Personal information
- Full name: Libo Ismaël Seone
- Date of birth: 26 April 2005 (age 21)
- Place of birth: Ouagadougou, Burkina Faso
- Height: 1.84 m (6 ft 0 in)
- Position: Centre-forward

Team information
- Current team: Haugesund
- Number: 20

Youth career
- 0000–2022: Salitas

Senior career*
- Years: Team / Apps / (Gls)
- 2022–2023: Salitas / 0 / (0)
- 2022–2023: → Vitesse (loan) / 29 / (13)
- 2024–: Haugesund / 24 / (2)

= Ismaël Seone =

Burkinabé footballer (born 2005)

Ismaël Seone (born 26 April 2005) is a Burkinabé professional footballer who plays as a centre-forward for FK Haugesund in Norway.

== Club career ==

Having started playing football in Dédougou, Seone is a youth product of the Salitas FC academy, before being loaned to Vitesse FC, with whom he played in the Burkinabé Premier League.

Seone ended the 2022-23 season with 13 goals, making him the third-top scorer of the league.

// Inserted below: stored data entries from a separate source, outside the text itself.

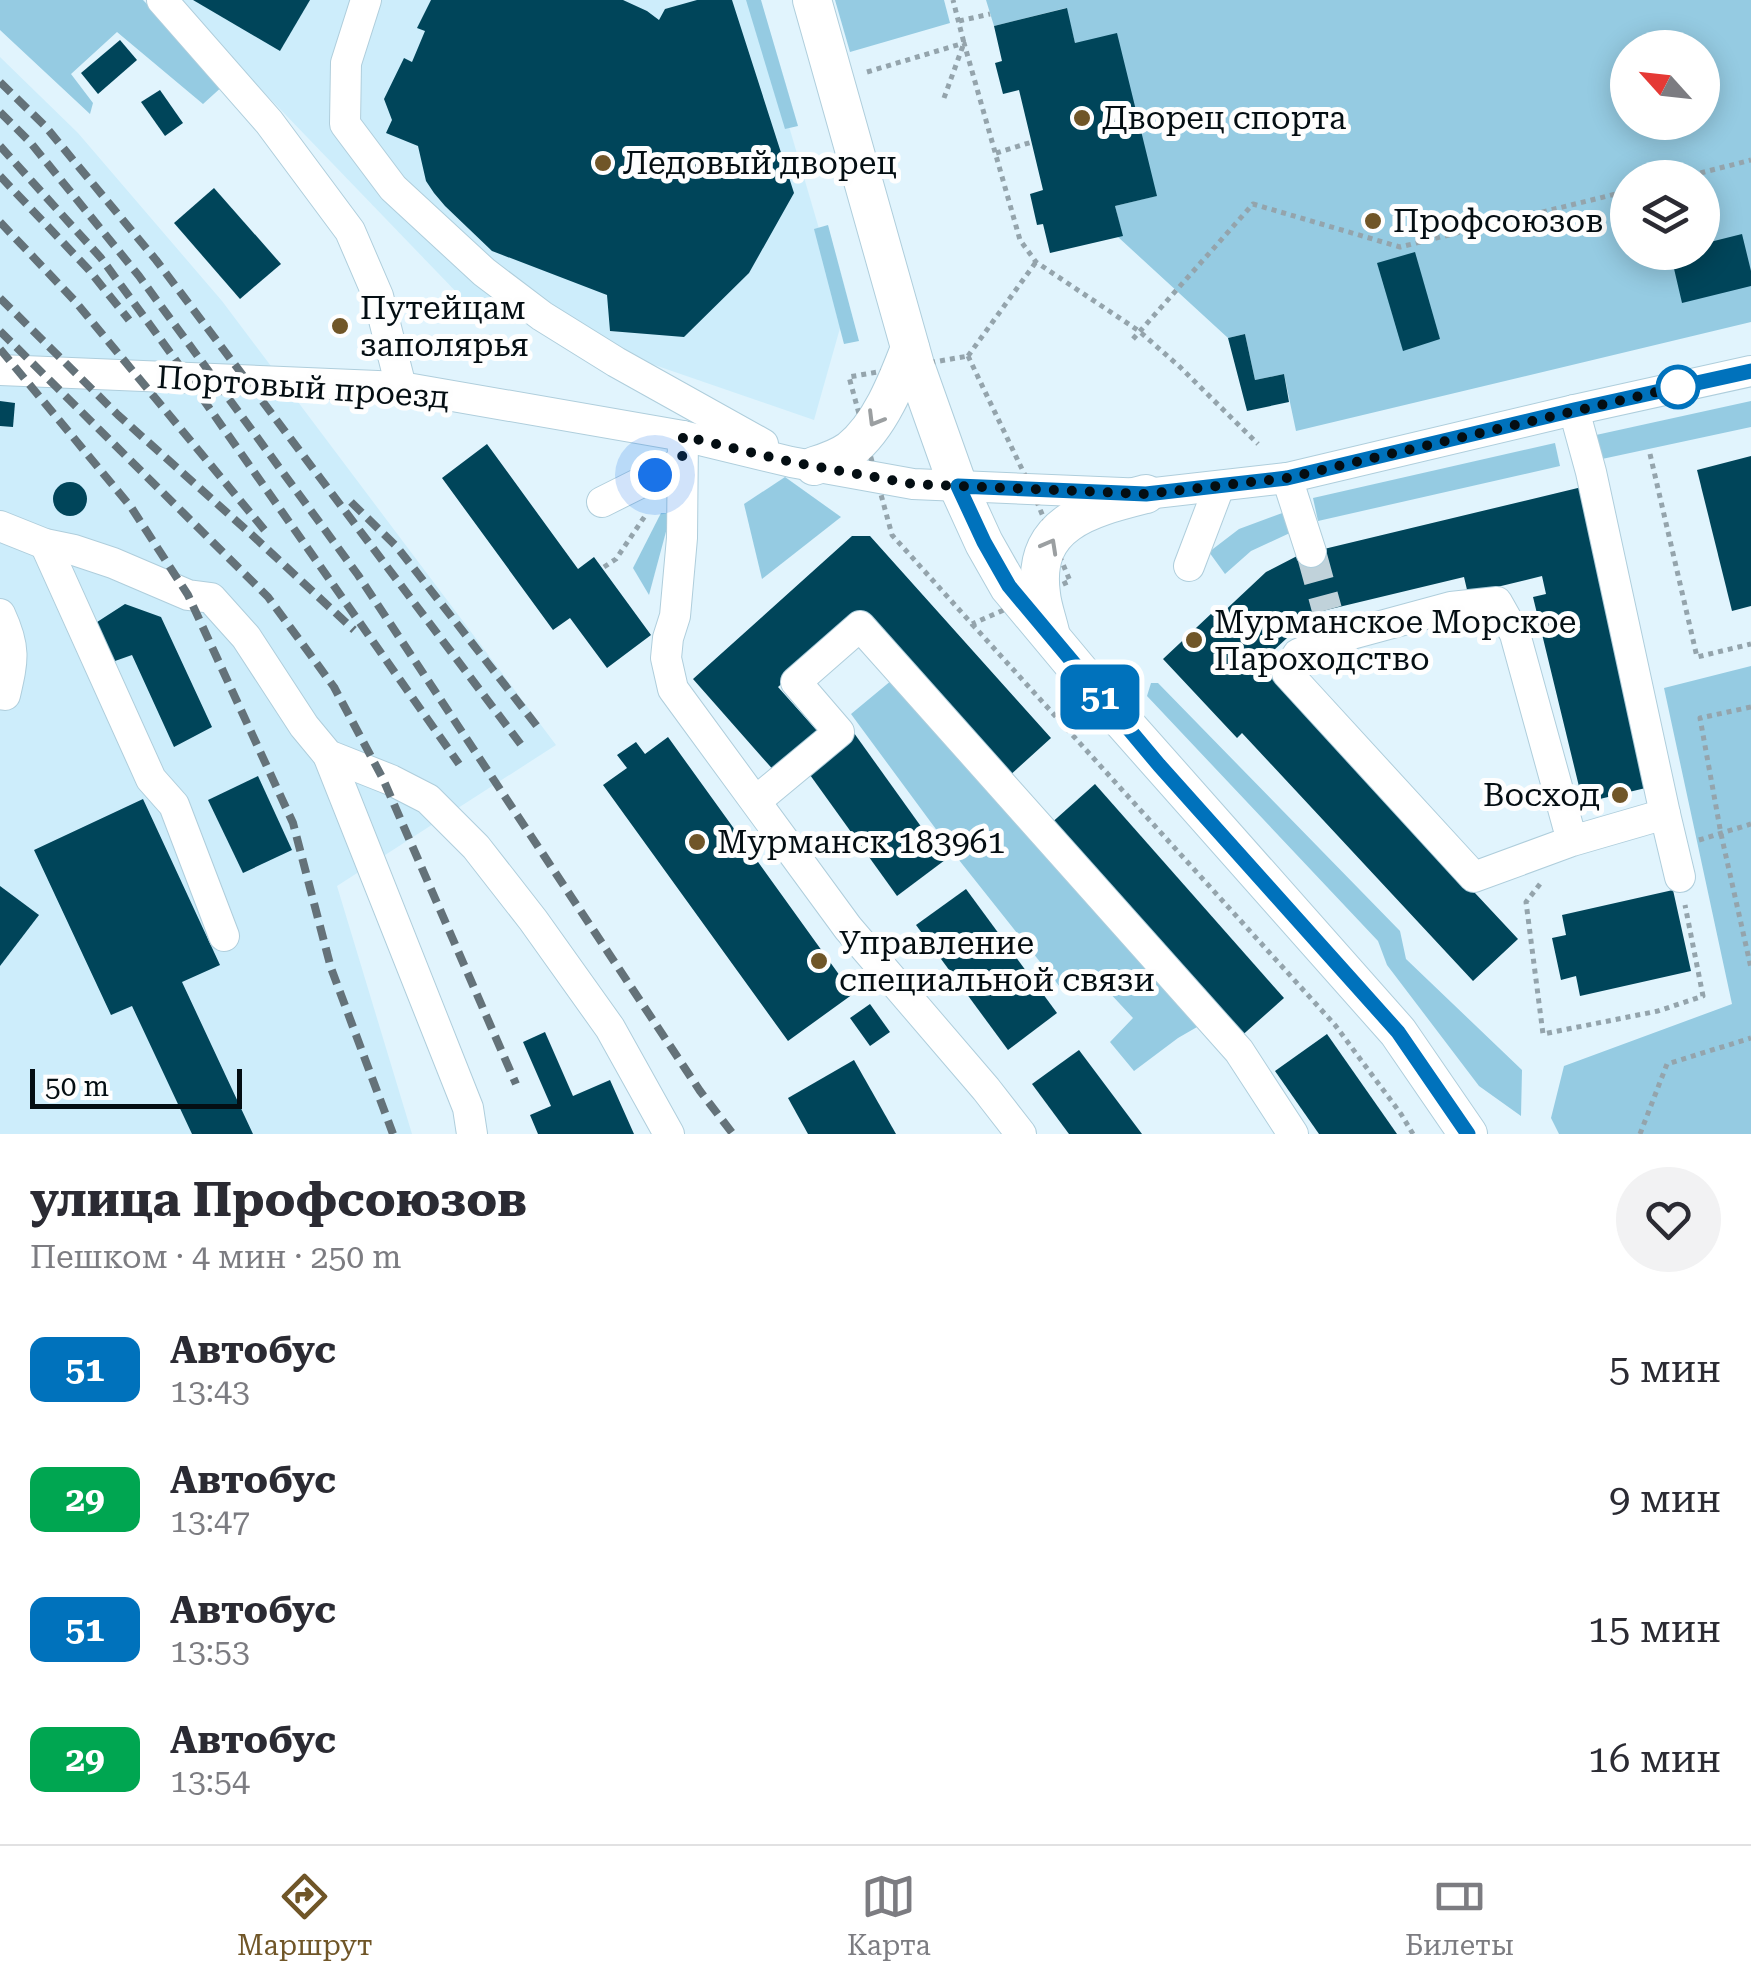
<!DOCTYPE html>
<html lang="ru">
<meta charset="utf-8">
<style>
:root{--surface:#fff;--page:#f2f2f3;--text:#2b2b33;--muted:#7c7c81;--line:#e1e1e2;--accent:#705628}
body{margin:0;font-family:"Roboto Serif",serif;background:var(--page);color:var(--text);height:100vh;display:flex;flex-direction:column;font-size:38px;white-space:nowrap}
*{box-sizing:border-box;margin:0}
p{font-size:32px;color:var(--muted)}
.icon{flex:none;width:55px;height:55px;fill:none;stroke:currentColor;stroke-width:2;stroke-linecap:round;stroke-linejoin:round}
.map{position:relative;height:1134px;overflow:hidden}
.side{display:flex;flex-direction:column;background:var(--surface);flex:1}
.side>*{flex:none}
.badge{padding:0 20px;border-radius:15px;font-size:35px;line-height:65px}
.needle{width:65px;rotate:297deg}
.fabs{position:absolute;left:1610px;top:30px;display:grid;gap:20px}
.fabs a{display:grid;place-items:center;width:110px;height:110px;border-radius:50%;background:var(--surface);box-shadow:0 5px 25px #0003;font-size:50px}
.scale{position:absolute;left:30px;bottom:25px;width:212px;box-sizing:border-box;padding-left:10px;border:5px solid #040e13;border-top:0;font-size:28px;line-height:35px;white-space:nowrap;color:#040e13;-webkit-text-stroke:8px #fefefe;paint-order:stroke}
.you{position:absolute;width:50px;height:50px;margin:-25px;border:8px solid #fff;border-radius:50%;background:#1a73e8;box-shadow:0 0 0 15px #1a73e833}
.map>.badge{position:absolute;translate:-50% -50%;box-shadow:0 0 0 5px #fff}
.round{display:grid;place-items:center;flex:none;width:105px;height:105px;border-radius:52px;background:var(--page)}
.summary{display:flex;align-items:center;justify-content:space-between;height:170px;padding:0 30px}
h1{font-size:48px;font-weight:700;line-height:75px}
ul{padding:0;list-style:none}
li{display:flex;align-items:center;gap:30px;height:130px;padding:0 30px}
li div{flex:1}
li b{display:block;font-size:38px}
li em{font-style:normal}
li .badge{min-width:110px;font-weight:700;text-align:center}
.menu{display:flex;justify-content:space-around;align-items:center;height:140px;border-top:2px solid var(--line);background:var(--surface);font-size:28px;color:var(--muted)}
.menu a{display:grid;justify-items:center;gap:5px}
.menu .current{color:var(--accent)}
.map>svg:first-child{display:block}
.built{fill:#cdedfb}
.green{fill:#95cbe2;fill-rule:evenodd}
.building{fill:#00455a}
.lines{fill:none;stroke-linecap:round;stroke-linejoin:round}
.minor-tunnel{stroke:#c0d2da;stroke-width:30;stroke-dasharray:30 15;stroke-linecap:butt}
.minor-casing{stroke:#afcedc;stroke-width:32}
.major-casing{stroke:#afcedc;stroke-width:40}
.path{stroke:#94a4ac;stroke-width:5;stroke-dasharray:5 5;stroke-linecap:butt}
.minor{stroke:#fff;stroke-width:30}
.major{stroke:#fff;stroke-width:38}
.rail{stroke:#647279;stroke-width:8;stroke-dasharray:15 8;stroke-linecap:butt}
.oneway{stroke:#9b9fa1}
.line-casing{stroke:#fff;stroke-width:22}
.line{stroke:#0072bc;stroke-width:15}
.walk{stroke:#040e13;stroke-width:10;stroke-dasharray:0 18}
.poi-dot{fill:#705628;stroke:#fefefe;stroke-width:4}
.stop-dot{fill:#fff;stroke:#0072bc;stroke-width:5}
.labels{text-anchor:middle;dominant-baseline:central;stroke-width:10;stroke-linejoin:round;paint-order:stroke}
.poi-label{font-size:32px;fill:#040e13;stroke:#fefefe;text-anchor:start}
.street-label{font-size:32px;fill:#040e13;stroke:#fefefe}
</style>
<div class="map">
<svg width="1751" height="1134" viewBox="0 0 1751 1134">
<rect width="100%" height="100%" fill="#e1f4fd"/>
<g class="built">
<path d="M 175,0 L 752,0 L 844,314 L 814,420 L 463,299 Z"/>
<path d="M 0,57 L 78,133 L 222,301 L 556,745 L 337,886 L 412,1134 L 0,1134 Z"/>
</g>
<g class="green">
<path d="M 0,0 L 143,0 L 225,84 L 203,104 L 117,32 L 71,74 L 93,103 L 90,114 L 0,30 Z"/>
<path d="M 746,0 L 761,0 L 798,126 L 785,129 Z"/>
<path d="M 835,0 L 944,0 L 950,23 L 850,52 Z"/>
<path d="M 986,0 L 1751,0 L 1751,322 L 1296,431 L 1284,374 L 1255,380 L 1245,334 L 1228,338 L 1118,237 L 1122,235 L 1115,206 L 1156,196 L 1075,43 L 1066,8 L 994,26 ZM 1628,48 L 1702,48 L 1702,122 L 1628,122 ZM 1628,178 L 1702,178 L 1702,252 L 1628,252 Z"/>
<path d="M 828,225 L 859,341 L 844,344 L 814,229 Z"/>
<path d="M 1751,401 L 1751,427 L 1602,459 L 1596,435 Z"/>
<path d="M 1555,443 L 1560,466 L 1318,521 L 1313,498 Z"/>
<path d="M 785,477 L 841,517 L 762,579 L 744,504 Z"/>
<path d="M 1285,512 L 1292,532 L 1251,551 L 1225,574 L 1209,552 L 1239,529 Z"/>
<path d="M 661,513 L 671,513 L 649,595 L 633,568 Z"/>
<path d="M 1751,666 L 1751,1134 L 1559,1134 L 1551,1118 L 1564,1066 L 1732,1004 L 1664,688 Z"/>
<path d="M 898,675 L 1204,1023 L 1178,1038 L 1134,1071 L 1110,1042 L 1133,1018 L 1094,976 L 1064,992 L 955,855 L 851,714 Z"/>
<path d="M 1151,683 L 1158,683 L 1400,931 L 1406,959 L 1522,1070 L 1521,1116 L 1479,1086 L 1387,965 L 1378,941 L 1147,696 Z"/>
</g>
<g class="building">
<path d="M 193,0 L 310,0 L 280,51 Z"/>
<path d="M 431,0 L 623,0 L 647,11 L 659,20 L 665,9 L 697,0 L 732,0 L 794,193 L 749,273 L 684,337 L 610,331 L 607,295 L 492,251 L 445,206 L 434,193 L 426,181 L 418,146 L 386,133 L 392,120 L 384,99 L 404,58 L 412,62 L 425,31 L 417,28 Z"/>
<path d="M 1067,8 L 1075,43 L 1117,33 L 1157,196 L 1115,206 L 1123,236 L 1050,253 L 1043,224 L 1037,225 L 1030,194 L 1043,190 L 1019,90 L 1003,94 L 995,63 L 1002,61 L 994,26 Z"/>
<path d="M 120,40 L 137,60 L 98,94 L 81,73 Z"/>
<path d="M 160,90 L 183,123 L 165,136 L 141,102 Z"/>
<path d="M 214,188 L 281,264 L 240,299 L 174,223 Z"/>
<path d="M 1742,234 L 1751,271 L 1751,286 L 1682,303 L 1672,260 L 1689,256 L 1689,252 L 1702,252 L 1702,244 Z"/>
<path d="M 1415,252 L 1440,339 L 1403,351 L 1377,263 Z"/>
<path d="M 1245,334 L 1255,380 L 1284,374 L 1289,402 L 1247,411 L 1228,338 Z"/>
<path d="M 0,401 L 15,403 L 13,427 L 0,426 Z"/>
<path d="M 487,444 L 578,569 L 594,557 L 651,635 L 607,668 L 570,618 L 553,630 L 442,478 Z"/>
<path d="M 1751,456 L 1751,606 L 1732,611 L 1697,470 Z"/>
<circle cx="70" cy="499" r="17"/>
<path d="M 1582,487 L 1654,786 L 1583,803 L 1533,597 L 1546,594 L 1542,576 L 1468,594 L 1464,577 L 1314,613 L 1260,663 L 1518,939 L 1473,981 L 1242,733 L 1237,738 L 1163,659 L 1213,612 L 1218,617 L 1266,572 L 1299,555 Z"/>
<path d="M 852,536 L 870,536 L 1051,738 L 1008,777 L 861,612 L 778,687 L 820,734 L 776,773 L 693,679 Z"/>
<path d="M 125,604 L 161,617 L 212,727 L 174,747 L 132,655 L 115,661 L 94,624 Z"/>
<path d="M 854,733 L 945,860 L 897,896 L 805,768 Z"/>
<path d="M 668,737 L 853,994 L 788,1041 L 603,785 L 627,768 L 617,755 L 636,742 L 645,754 Z"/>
<path d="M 258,776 L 292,850 L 243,873 L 208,800 Z"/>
<path d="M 1095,784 L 1284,998 L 1238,1039 L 1048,826 Z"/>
<path d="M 143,799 L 220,965 L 182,982 L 253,1134 L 192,1134 L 132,1006 L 111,1015 L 34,850 Z"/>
<path d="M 0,886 L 39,915 L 0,966 Z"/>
<path d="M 966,889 L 1057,1013 L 1008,1050 L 916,925 Z"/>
<path d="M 1673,890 L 1691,971 L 1580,996 L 1576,976 L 1561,980 L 1552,938 L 1566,935 L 1562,915 Z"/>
<path d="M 870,1004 L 890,1032 L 870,1046 L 850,1018 Z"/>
<path d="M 545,1032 L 573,1096 L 610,1080 L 634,1134 L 538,1134 L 530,1115 L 551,1106 L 523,1042 Z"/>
<path d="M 1327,1034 L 1397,1134 L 1319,1134 L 1275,1071 Z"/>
<path d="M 1079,1050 L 1142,1134 L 1069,1134 L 1032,1084 Z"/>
<path d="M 854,1060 L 896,1134 L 808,1134 L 788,1098 Z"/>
</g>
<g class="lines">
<path class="minor-tunnel" d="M 1311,552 L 1327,610"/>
<defs>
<g id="minor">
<path d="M 162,0 L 269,122 L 350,231 L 378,296 L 401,387"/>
<path d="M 366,0 L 346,63 L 345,124 L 393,188 L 484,272 L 542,316 L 616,362 L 763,444"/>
<path d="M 0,370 L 401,387 L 683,436 L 791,462 L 913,484 L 1146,494 L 1287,478 L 1574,410 L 1751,371"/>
<path d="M 683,436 L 682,538 L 675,616 L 668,638 L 666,658 L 673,689 L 848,928 L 986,1089 L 1021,1134"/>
<path d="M 1287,478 L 1311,552"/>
<path d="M 602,502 L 682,462"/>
<path d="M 0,526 L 45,544 L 74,550 L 113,563 L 188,595 L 211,598 L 246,637 L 304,726 L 328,755 L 391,780 L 428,799 L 476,847 L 533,920 L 610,1028 L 669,1134"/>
<path d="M 45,544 L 151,779 L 174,805 L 224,936"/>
<path d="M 1189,566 L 1219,487"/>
<path d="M 0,614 C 16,648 13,660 5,695"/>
<path d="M 328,755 L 468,1108 L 472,1134"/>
<path d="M 756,801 L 839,732 L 796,682 L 860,626 L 1239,1051 L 1293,1134"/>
<path d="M 1665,814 L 1680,877"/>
<path d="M 1572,841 L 1474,877 L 1287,673 L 1298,654 L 1333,639 L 1451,607 L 1497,602 L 1515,634 L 1572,841 L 1665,814 L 1591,472 L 1574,410"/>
</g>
<g id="major">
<path d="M 812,0 L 915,365 L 958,486 L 984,543 L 1009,587 L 1095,690 L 1398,1032 L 1468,1134"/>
<path d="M 814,466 C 827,462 839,458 850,450 C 880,426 897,382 910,348"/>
<path d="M 1050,632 C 1047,619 1042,606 1041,594 C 1031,522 1091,508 1146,494"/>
</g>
</defs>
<use href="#minor" class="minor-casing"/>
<use href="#major" class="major-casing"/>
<g class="path">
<path d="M 959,21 L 990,14"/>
<path d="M 867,72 L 964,43 L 1020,240 L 1036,262 L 1139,331 L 1180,367 L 1258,444"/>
<path d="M 944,98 L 964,43 L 953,0"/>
<path d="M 996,153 L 1032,142"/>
<path d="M 1681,178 L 1751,160"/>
<path d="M 1702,221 L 1705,231"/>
<path d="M 1133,339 L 1253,204 L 1400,247 L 1628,191"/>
<path d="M 968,356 L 1032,490 L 1070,581 L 972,624 L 892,535 L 849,377 Z"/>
<path d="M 968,356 L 1036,262"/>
<path d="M 1650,454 L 1697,657 L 1751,644"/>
<path d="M 604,567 L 616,559 L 647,513"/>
<path d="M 972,624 L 1335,1025 L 1401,1114 L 1413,1134"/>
<path d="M 1751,707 L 1700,718 L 1721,834 L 1751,968"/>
<path d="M 1699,840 L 1751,824"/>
<path d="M 1540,884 L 1526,902 L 1543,1034 L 1658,1011 L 1703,996 L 1685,905"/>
<path d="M 1640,1134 L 1667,1064 L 1751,1038"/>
</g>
<use href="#minor" class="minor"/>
<use href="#major" class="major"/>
<g class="rail">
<path d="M 0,82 L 45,126 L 156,260 L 522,746"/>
<path d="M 0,112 L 30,142 L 139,276 L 358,575 L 700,1091 L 733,1134"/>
<path d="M 0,146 L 101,258 L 172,355 L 459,764"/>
<path d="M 0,176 L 89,270 L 129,320"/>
<path d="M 0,222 L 74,300 L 267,533"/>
<path d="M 0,298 L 118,415 L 252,535 L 354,630"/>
<path d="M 0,331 L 268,597 L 334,687 L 383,779 L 516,1084"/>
<path d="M 0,349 L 131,507 L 188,595 L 293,823 L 331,968 L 393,1134"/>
<path d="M 351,502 L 397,547 L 540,730"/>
</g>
</g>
<defs><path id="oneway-chevron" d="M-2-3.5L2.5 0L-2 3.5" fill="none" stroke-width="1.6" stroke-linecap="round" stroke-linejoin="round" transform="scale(2.5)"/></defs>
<g class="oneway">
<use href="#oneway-chevron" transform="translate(875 419) rotate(121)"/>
<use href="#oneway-chevron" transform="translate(1050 546) rotate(-61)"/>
</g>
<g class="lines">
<defs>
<path id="line" d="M 1468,1134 L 1398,1032 L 1159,765 L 1009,586 L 984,542 L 958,486 L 1146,494 L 1287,478 L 1574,410 L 1751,371"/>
</defs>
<use href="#line" class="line-casing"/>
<use href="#line" class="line"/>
<path class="walk" d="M 655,475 L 682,462 L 683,436 L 791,462 L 913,484 L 1146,494 L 1287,478 L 1678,387"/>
</g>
<g class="poi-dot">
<circle cx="1082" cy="118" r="10"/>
<circle cx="603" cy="163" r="10"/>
<circle cx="1373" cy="221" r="10"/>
<circle cx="340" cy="326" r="10"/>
<circle cx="1194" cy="640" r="10"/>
<circle cx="1620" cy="795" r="10"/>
<circle cx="697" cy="842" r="10"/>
<circle cx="819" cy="961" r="10"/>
</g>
<circle class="stop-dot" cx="1678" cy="387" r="20"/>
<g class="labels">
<g class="poi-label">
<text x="1102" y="118">Дворец спорта</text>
<text x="623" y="163">Ледовый дворец</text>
<text x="1393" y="221">Профсоюзов</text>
<text x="360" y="308">Путейцам<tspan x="360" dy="37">заполярья</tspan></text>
<text x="1214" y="622">Мурманское Морское<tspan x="1214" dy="37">Пароходство</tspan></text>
<text x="1600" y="795" text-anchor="end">Восход</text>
<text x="717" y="842">Мурманск 183961</text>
<text x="839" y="943">Управление<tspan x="839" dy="37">специальной связи</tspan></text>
</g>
<g class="street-label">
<text transform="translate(303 387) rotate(4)">Портовый проезд</text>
</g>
</g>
</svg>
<div class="fabs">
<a><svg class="needle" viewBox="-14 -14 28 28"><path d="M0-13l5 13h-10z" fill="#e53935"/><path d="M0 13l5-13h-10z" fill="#7c7c81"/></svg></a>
<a><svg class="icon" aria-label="layers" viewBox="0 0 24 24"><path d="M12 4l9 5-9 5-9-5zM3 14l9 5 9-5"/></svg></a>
</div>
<div class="scale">50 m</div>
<div class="you" style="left:655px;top:475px"></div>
<b class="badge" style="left:1100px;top:697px;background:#0072bc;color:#fff">51</b>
</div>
<section class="side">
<div class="summary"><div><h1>улица Профсоюзов</h1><p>Пешком · 4 мин · 250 m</p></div><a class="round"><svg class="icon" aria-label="heart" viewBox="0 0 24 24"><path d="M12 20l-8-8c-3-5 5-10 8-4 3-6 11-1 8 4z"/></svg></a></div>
<ul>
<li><span class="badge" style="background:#0072bc;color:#fff">51</span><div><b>Автобус</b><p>13:43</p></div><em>5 мин</em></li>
<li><span class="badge" style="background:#00a651;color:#fff">29</span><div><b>Автобус</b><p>13:47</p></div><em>9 мин</em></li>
<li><span class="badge" style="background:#0072bc;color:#fff">51</span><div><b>Автобус</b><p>13:53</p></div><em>15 мин</em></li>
<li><span class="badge" style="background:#00a651;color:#fff">29</span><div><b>Автобус</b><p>13:54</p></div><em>16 мин</em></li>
</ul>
</section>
<nav class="menu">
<a class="current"><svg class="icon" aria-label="directions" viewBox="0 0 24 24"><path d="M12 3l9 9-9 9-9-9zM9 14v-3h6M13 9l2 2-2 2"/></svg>Маршрут</a>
<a><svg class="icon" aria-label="map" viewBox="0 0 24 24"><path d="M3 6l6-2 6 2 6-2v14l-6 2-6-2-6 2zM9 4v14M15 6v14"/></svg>Карта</a>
<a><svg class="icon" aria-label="tickets" viewBox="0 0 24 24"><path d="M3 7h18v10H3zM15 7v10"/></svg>Билеты</a>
</nav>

== International career ==

Ismaël Seone first received a call up to the Burkina Faso senior team in June 2023, for an Africa Cup of Nations qualifiers game against Cape Verde. Burkina Faso had already secured qualification for the competition, but they are not yet certain of topping their group. Seone was an unused substitute during the 3–1 away defeat to Cape Verde.